Work task:
Reproduce every entry exactly, without alteration.
────────────────────────────────────────
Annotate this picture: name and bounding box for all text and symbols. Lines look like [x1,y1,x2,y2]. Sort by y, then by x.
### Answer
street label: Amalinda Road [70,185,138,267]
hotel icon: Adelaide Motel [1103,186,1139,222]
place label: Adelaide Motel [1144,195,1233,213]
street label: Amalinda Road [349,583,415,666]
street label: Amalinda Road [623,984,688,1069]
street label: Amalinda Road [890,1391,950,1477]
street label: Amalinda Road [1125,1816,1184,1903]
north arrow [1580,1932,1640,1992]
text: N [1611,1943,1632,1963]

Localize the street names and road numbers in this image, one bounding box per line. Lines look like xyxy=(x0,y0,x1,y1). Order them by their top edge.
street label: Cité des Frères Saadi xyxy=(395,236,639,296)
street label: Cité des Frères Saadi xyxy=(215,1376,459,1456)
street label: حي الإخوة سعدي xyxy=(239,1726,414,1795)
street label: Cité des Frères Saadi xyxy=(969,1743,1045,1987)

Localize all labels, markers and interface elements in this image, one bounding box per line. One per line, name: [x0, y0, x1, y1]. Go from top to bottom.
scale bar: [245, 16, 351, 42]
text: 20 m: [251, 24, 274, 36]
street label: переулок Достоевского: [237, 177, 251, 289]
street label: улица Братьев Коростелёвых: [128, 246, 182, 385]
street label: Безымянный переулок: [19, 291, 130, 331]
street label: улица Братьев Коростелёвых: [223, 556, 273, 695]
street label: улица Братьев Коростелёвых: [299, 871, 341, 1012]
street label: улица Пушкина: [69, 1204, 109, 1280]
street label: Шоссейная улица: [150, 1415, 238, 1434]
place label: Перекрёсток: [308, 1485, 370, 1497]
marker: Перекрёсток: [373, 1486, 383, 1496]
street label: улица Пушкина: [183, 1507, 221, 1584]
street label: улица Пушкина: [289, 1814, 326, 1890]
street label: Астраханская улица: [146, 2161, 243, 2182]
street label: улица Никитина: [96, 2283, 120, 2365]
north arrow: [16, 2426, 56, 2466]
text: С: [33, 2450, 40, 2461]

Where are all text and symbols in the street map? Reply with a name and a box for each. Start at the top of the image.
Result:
────────────────────────────────────────
Answer to this task:
Annotate this picture: name and bounding box for all text and symbols. Lines look like [x1,y1,x2,y2]. Sort by y, then by x.
### Answer
street label: Amalinda Road [70,185,138,267]
hotel icon: Adelaide Motel [1103,186,1139,222]
place label: Adelaide Motel [1144,195,1233,213]
street label: Amalinda Road [349,583,415,666]
street label: Amalinda Road [623,984,688,1069]
street label: Amalinda Road [890,1391,950,1477]
street label: Amalinda Road [1125,1816,1184,1903]
north arrow [1580,1932,1640,1992]
text: N [1611,1943,1632,1963]

Localize the street names and road numbers in this image, one bounding box per line. Lines look like xyxy=(x0,y0,x1,y1). Order them by their top edge.
street label: Cité des Frères Saadi xyxy=(395,236,639,296)
street label: Cité des Frères Saadi xyxy=(215,1376,459,1456)
street label: حي الإخوة سعدي xyxy=(239,1726,414,1795)
street label: Cité des Frères Saadi xyxy=(969,1743,1045,1987)

Localize all labels, markers and interface elements in this image, one bounding box per line. One per line, name: [x0, y0, x1, y1]. Go from top to bottom.
scale bar: [245, 16, 351, 42]
text: 20 m: [251, 24, 274, 36]
street label: переулок Достоевского: [237, 177, 251, 289]
street label: улица Братьев Коростелёвых: [128, 246, 182, 385]
street label: Безымянный переулок: [19, 291, 130, 331]
street label: улица Братьев Коростелёвых: [223, 556, 273, 695]
street label: улица Братьев Коростелёвых: [299, 871, 341, 1012]
street label: улица Пушкина: [69, 1204, 109, 1280]
street label: Шоссейная улица: [150, 1415, 238, 1434]
place label: Перекрёсток: [308, 1485, 370, 1497]
marker: Перекрёсток: [373, 1486, 383, 1496]
street label: улица Пушкина: [183, 1507, 221, 1584]
street label: улица Пушкина: [289, 1814, 326, 1890]
street label: Астраханская улица: [146, 2161, 243, 2182]
street label: улица Никитина: [96, 2283, 120, 2365]
north arrow: [16, 2426, 56, 2466]
text: С: [33, 2450, 40, 2461]

Where are all text and symbols in the street map? Reply with a name and a box for each. Start at the top of the image.
Result:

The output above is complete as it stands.